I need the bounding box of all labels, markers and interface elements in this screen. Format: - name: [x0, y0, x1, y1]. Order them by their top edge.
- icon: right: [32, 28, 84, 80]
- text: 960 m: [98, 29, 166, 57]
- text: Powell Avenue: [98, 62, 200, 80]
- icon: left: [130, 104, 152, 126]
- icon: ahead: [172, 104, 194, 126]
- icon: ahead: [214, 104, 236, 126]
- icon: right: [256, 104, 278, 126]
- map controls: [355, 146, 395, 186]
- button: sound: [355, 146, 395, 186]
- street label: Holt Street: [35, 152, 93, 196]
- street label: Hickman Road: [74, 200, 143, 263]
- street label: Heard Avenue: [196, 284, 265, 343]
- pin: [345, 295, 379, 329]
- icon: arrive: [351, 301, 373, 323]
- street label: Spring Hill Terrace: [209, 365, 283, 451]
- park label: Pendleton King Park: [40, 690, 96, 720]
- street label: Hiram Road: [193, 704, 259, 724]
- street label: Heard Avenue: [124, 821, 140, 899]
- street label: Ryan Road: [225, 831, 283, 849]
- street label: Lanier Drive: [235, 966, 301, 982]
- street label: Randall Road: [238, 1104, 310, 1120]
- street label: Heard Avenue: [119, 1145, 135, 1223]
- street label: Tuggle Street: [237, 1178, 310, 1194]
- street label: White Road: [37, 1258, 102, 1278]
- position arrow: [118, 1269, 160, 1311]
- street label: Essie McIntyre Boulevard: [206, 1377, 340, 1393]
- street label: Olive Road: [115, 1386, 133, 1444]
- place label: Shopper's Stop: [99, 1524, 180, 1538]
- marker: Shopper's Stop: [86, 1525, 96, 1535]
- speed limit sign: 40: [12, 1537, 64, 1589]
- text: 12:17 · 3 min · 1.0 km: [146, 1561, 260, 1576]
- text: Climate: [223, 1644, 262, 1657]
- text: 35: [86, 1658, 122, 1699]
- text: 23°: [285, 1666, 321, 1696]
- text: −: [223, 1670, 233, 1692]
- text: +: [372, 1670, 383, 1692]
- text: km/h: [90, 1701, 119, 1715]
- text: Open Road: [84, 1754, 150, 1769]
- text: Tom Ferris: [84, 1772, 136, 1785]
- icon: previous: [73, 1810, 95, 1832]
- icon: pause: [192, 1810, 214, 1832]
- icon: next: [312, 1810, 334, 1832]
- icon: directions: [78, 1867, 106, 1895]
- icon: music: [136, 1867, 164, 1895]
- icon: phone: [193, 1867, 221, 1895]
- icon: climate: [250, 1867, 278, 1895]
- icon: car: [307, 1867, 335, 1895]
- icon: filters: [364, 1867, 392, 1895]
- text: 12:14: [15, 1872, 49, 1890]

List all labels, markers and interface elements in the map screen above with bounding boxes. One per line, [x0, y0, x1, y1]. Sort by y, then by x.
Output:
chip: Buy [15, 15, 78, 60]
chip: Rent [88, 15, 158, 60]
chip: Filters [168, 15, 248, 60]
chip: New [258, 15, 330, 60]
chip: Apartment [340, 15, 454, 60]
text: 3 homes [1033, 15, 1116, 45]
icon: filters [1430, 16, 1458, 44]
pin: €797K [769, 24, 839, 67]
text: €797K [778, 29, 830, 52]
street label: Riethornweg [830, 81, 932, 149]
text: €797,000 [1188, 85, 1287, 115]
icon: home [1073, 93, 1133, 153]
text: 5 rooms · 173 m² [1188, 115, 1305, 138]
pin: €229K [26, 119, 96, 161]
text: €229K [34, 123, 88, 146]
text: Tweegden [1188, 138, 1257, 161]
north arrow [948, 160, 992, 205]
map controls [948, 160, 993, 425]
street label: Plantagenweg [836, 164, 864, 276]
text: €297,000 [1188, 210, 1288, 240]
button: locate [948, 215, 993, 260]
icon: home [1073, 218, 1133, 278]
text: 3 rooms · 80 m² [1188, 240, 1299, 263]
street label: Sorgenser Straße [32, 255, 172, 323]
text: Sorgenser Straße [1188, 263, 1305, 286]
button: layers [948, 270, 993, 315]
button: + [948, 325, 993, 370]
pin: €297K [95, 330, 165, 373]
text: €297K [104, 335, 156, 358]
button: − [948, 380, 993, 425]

■ Exercise goal
Filter the data down to the lines that contain the string "screen", and copy them.

■ Response to the exercise
I need the bounding box of all labels, markers and interface elements in this screen. Format: - name: [x0, y0, x1, y1]. Order them by their top edge.
List all labels, markers and interface elements in the map screen above with bounding boxes. One per line, [x0, y0, x1, y1]. Sort by y, then by x.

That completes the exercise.